* WHAT IS NEEDED *
All pictures should be dropped, and only the lines from the top of the entries below through the line containing "position:absolute; left:24px; top:936px;" repeated exactly, both ends included.

Dataset records
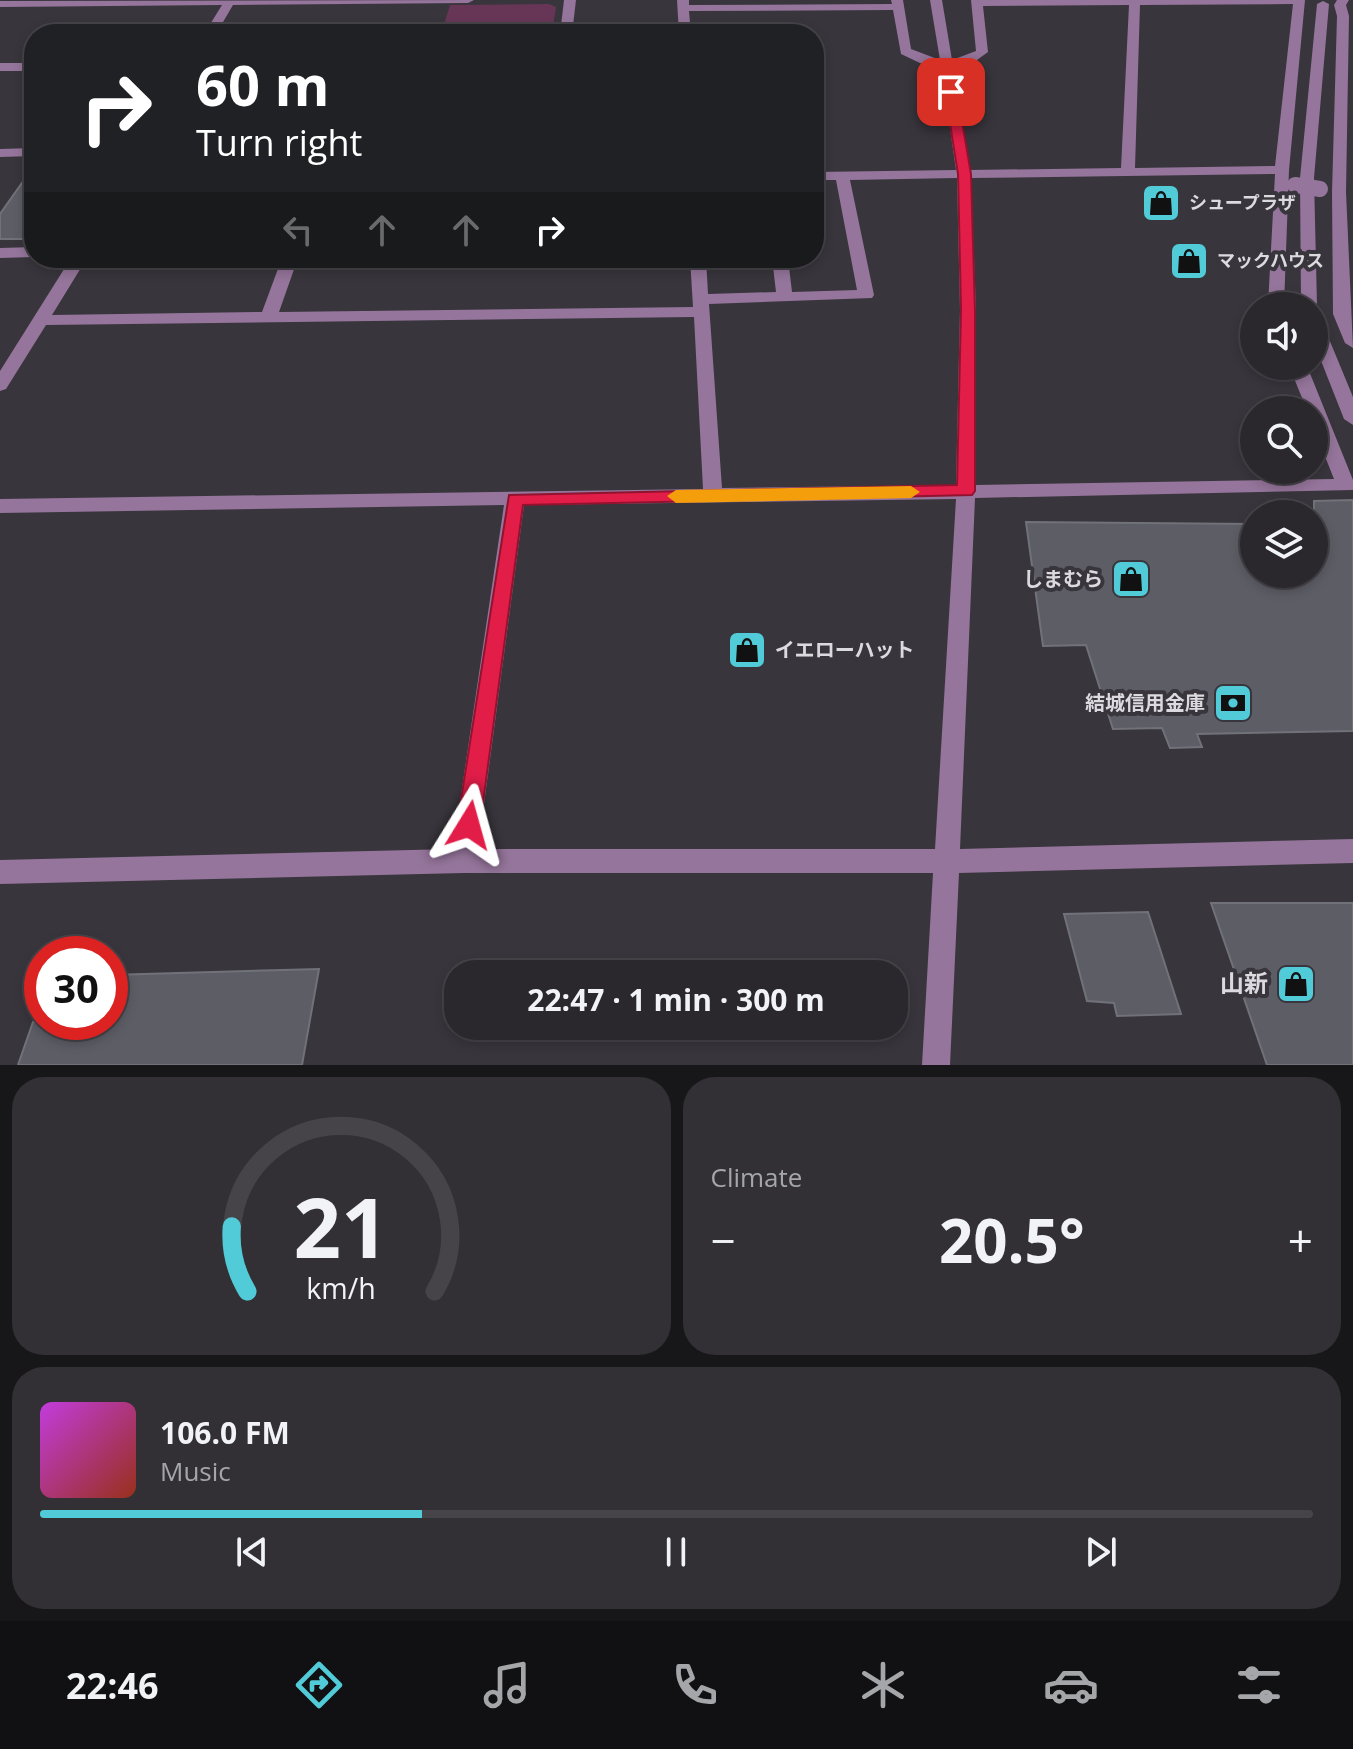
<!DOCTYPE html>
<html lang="en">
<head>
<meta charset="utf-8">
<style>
  :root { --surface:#2a282d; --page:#323035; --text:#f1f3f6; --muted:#a5a6aa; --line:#464449; --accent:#52cbd8 }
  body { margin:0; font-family:"Open Sans","Noto Sans JP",sans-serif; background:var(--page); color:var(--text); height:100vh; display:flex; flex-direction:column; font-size:30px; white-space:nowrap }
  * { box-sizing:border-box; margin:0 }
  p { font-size:26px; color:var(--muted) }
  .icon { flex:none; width:44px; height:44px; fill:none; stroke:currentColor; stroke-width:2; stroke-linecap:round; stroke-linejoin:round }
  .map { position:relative; height:1065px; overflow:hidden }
  .sheet { display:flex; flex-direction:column; gap:12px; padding:12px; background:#171619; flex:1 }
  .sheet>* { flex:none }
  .banner { position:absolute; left:24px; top:24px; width:800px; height:244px; border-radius:32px; box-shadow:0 4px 12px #0003,0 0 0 2px var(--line); background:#202124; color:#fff; overflow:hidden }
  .fabs { position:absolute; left:1240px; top:292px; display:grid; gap:16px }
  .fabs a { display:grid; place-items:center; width:88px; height:88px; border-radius:50%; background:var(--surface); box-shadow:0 4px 12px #0003,0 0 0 2px var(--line); font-size:40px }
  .speed { position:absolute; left:24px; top:936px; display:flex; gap:16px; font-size:40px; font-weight:700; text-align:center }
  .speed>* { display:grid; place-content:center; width:104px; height:104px; border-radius:50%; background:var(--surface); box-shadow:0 4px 12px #0003,0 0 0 2px var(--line); line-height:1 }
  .speed .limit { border:12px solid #d22; background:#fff; color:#111 }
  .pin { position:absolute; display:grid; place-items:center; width:68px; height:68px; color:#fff; margin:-34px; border-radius:16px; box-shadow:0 4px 12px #0006 }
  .me { position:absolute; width:88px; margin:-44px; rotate:8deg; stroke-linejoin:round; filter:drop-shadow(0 0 6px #0008) }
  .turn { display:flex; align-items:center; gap:28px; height:168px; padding:0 40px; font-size:36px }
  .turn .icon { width:104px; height:104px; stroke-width:2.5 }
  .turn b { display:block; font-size:56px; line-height:68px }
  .lanes { display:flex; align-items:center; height:76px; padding:0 40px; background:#0003; justify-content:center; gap:40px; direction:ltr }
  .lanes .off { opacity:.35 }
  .big { font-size:60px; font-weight:700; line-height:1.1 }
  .sheet .card { flex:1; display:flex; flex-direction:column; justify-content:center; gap:12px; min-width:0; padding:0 28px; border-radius:32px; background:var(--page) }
  .sheet .dial { align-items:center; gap:0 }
  .dial svg { height:208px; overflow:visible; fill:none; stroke:var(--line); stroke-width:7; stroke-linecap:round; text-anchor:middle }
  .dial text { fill:var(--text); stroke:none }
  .song { display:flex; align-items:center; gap:24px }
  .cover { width:96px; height:96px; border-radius:12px; background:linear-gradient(135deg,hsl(290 70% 55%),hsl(10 70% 35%)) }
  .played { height:8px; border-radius:4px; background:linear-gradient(90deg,var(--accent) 30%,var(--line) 30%) }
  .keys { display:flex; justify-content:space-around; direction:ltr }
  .heat { display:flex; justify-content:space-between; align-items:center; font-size:44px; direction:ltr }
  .sheet .tiles { flex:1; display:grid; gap:12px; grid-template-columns:1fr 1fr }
  .card:last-child { grid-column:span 2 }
  .trip { position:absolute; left:444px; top:960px; width:464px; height:80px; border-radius:32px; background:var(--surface); box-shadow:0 4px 12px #0003,0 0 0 2px var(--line); font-weight:700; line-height:80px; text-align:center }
  .tab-bar { display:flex; height:128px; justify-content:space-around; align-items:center; background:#111012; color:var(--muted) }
  .tab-bar .icon { width:56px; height:56px }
  .tab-bar .current { color:var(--accent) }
  .tab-bar b { font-size:36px; color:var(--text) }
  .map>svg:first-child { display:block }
  .green { fill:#673657 }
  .building { fill:#5c5d65; stroke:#717179; stroke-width:2 }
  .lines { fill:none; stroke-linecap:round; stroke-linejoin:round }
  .minor { fill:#95759b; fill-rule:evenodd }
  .minor-bridge { stroke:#95759b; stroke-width:16 }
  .route { fill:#e11d48; stroke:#92132f; stroke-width:2 }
  .slow { fill:#f59e0b }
  .labels { text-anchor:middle; stroke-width:8; stroke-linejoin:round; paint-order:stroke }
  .far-poi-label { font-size:18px; font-weight:bold; fill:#dbdade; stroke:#38353c; text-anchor:start }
  .poi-label { font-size:20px; font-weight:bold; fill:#dbdade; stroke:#38353c; text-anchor:end }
  .near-poi-label { font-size:24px; font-weight:bold; fill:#dbdade; stroke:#38353c; text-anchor:end }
</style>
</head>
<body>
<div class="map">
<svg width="1353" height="1065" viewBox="0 0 1353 1065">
  <rect width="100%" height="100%" fill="#38353c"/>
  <polygon class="green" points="549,4 556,7 552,34 441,34 450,5"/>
  <g class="building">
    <polygon points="34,166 34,239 0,239 0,214"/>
    <polygon points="1353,500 1353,731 1197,734 1202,747 1170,748 1162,728 1113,729 1086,645 1043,646 1026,522 1254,524 1254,574 1314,574 1314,501"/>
    <polygon points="1211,903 1353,903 1353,1065 1267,1065"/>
    <polygon points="1148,912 1181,1014 1117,1016 1114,1003 1087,1001 1064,914"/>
    <polygon points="319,969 302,1065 18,1065 33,1022 110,1022 110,975"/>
  </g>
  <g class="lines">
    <g class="minor">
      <polygon points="474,0 468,3 233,5 216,34 204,34 222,5 0,7 0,1"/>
      <polygon points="564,0 576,0 572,34 560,34"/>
      <path d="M 677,0 L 689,0 L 689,5 L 892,4 L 891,0 L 903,0 L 911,49 L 940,60 L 930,0 L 942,0 L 952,60 L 976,51 L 971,0 L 1305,0 L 1289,170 L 1284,306 L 1268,306 L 1275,174 L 971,178 L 976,310 L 976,485 L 1334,479 L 1314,429 L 1314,410 L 1307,410 L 1289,366 L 1307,366 L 1353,480 L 1353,490 L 975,498 L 960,849 L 1353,839 L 1353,863 L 959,873 L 950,1065 L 922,1065 L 933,873 L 464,873 L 0,884 L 0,860 L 453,849 L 504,505 L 0,513 L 0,499 L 703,489 L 694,317 L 46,325 L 6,389 L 0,391 L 0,371 L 71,258 L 87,258 L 52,315 L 262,312 L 282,258 L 298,258 L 279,312 L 693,307 L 690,258 L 706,258 L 708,294 L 776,292 L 772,258 L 788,258 L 792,292 L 857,290 L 836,180 L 814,180 L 814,172 L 956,170 L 941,67 L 920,63 L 901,54 L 893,10 L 689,11 L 691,34 L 679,34 ZM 1293,4 L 1275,166 L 1135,168 L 1140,5 ZM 1129,5 L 1121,168 L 970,170 L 953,68 L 977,60 L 988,52 L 983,6 ZM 957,178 L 960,310 L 956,485 L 722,488 L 709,304 L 872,298 L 874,295 L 850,180 ZM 956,499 L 935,849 L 478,849 L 524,505 Z"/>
      <polygon points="1337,0 1349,0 1346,5 1349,16 1346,192 1353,348 1345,343 1333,314 1332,192 1337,16 1334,5"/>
      <polygon points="1323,1 1329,4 1314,178 1317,306 1314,310 1314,306 1301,306 1300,178 1317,4"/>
      <rect x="0" y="63" width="34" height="8"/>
      <polygon points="34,148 34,156 0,157 0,149"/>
      <polygon points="34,247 34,257 0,258 0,248"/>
      <polygon points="1314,317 1322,322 1353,397 1353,425 1344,419 1314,343"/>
    </g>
    <polyline class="minor-bridge" points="1295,185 1320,189"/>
  </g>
  <polygon class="route" points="951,89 957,92 971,174 975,310 975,491 972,495 523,505 480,825 477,832 469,835 461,832 457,825 509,495 957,485 961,310 958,174 945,92"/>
  <polygon class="slow" points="911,486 920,492 911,498 676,503 667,496 676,490"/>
  <defs>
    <g id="shop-square" transform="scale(2)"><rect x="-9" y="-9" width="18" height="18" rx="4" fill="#52cbd8" stroke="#38353c"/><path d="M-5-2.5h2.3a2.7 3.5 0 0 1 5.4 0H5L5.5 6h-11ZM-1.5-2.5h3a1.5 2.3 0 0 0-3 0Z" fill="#111"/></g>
    <g id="bank-square" transform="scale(2)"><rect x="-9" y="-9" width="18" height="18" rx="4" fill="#52cbd8" stroke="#38353c"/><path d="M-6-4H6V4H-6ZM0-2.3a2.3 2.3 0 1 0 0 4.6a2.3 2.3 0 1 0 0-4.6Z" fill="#111"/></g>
  </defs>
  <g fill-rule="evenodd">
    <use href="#shop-square" x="1161" y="203"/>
    <use href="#shop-square" x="1189" y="261"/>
    <use href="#shop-square" x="1131" y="579"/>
    <use href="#shop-square" x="747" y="650"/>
    <use href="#bank-square" x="1233" y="703"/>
    <use href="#shop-square" x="1296" y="984"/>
  </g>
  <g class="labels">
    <g class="far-poi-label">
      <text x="1189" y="209">シュープラザ</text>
      <text x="1217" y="267">マックハウス</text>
    </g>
    <g class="poi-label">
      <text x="1103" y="586">しまむら</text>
      <text x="775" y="657" text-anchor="start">イエローハット</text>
      <text x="1205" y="710">結城信用金庫</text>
    </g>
    <g class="near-poi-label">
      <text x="1268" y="992">山新</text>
    </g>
  </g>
</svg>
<div class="fabs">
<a><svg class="icon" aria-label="sound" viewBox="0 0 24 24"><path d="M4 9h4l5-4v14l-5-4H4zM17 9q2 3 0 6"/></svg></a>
<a><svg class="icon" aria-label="search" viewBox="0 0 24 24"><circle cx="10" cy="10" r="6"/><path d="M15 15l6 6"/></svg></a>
<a><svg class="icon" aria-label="layers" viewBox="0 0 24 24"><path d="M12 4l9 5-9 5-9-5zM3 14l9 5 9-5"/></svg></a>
</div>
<div class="speed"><div class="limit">30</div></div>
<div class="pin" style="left:951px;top:92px;background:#d93025"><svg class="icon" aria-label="arrive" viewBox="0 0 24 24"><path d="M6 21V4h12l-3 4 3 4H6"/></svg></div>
<svg class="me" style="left:469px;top:825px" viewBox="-20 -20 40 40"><path d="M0-17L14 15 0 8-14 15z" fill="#e11d48" stroke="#fff" stroke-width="4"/></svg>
<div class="trip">22:47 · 1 min · 300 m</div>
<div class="banner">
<div class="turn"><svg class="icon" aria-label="right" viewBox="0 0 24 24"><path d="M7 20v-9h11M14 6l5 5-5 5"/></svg><div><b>60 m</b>Turn right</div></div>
<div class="lanes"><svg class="icon off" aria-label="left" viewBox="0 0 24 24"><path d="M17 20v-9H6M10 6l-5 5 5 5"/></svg><svg class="icon off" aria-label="ahead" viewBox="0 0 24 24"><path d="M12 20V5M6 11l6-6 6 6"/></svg><svg class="icon off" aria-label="ahead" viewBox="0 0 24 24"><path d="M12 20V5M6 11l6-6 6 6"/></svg><svg class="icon" aria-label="right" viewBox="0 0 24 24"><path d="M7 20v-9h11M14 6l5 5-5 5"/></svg></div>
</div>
</div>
<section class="sheet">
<div class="tiles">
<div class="card dial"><svg viewBox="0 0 100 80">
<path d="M14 69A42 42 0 1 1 86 69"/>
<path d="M14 69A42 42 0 0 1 8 44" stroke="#52cbd8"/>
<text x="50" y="56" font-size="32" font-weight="700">21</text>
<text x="50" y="72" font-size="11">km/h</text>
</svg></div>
<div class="card"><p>Climate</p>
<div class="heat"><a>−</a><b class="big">20.5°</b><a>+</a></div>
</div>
<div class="card">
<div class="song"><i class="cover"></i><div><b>106.0 FM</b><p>Music</p></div></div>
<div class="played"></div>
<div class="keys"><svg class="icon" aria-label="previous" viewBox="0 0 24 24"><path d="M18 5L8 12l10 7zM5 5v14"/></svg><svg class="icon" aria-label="pause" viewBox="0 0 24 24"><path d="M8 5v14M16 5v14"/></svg><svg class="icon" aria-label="next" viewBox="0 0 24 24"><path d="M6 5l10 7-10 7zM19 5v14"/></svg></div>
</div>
</div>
</section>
<nav class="tab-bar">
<b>22:46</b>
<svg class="icon current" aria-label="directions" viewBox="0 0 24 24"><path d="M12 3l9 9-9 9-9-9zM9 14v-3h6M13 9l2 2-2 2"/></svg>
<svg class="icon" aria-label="music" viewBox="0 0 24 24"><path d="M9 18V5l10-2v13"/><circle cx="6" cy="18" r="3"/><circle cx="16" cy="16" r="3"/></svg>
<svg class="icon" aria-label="phone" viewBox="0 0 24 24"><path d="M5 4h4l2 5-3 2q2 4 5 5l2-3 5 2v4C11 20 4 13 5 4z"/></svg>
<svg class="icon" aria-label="climate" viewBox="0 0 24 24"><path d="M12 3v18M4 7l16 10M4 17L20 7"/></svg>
<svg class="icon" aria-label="car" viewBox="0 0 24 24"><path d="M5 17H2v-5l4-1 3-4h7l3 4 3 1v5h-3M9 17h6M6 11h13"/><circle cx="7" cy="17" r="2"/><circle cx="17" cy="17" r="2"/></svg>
<svg class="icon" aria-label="filters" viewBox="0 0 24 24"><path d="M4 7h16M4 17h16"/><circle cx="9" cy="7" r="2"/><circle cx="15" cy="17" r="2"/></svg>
</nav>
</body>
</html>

* SOLUTION TO THIS EXERCISE *
<!DOCTYPE html>
<html lang="en">
<head>
<meta charset="utf-8">
<style>
  :root { --surface:#2a282d; --page:#323035; --text:#f1f3f6; --muted:#a5a6aa; --line:#464449; --accent:#52cbd8 }
  body { margin:0; font-family:"Open Sans","Noto Sans JP",sans-serif; background:var(--page); color:var(--text); height:100vh; display:flex; flex-direction:column; font-size:30px; white-space:nowrap }
  * { box-sizing:border-box; margin:0 }
  p { font-size:26px; color:var(--muted) }
  .icon { flex:none; width:44px; height:44px; fill:none; stroke:currentColor; stroke-width:2; stroke-linecap:round; stroke-linejoin:round }
  .map { position:relative; height:1065px; overflow:hidden }
  .sheet { display:flex; flex-direction:column; gap:12px; padding:12px; background:#171619; flex:1 }
  .sheet>* { flex:none }
  .banner { position:absolute; left:24px; top:24px; width:800px; height:244px; border-radius:32px; box-shadow:0 4px 12px #0003,0 0 0 2px var(--line); background:#202124; color:#fff; overflow:hidden }
  .fabs { position:absolute; left:1240px; top:292px; display:grid; gap:16px }
  .fabs a { display:grid; place-items:center; width:88px; height:88px; border-radius:50%; background:var(--surface); box-shadow:0 4px 12px #0003,0 0 0 2px var(--line); font-size:40px }
  .speed { position:absolute; left:24px; top:936px; display:flex; gap:16px; font-size:40px; font-weight:700; text-align:center }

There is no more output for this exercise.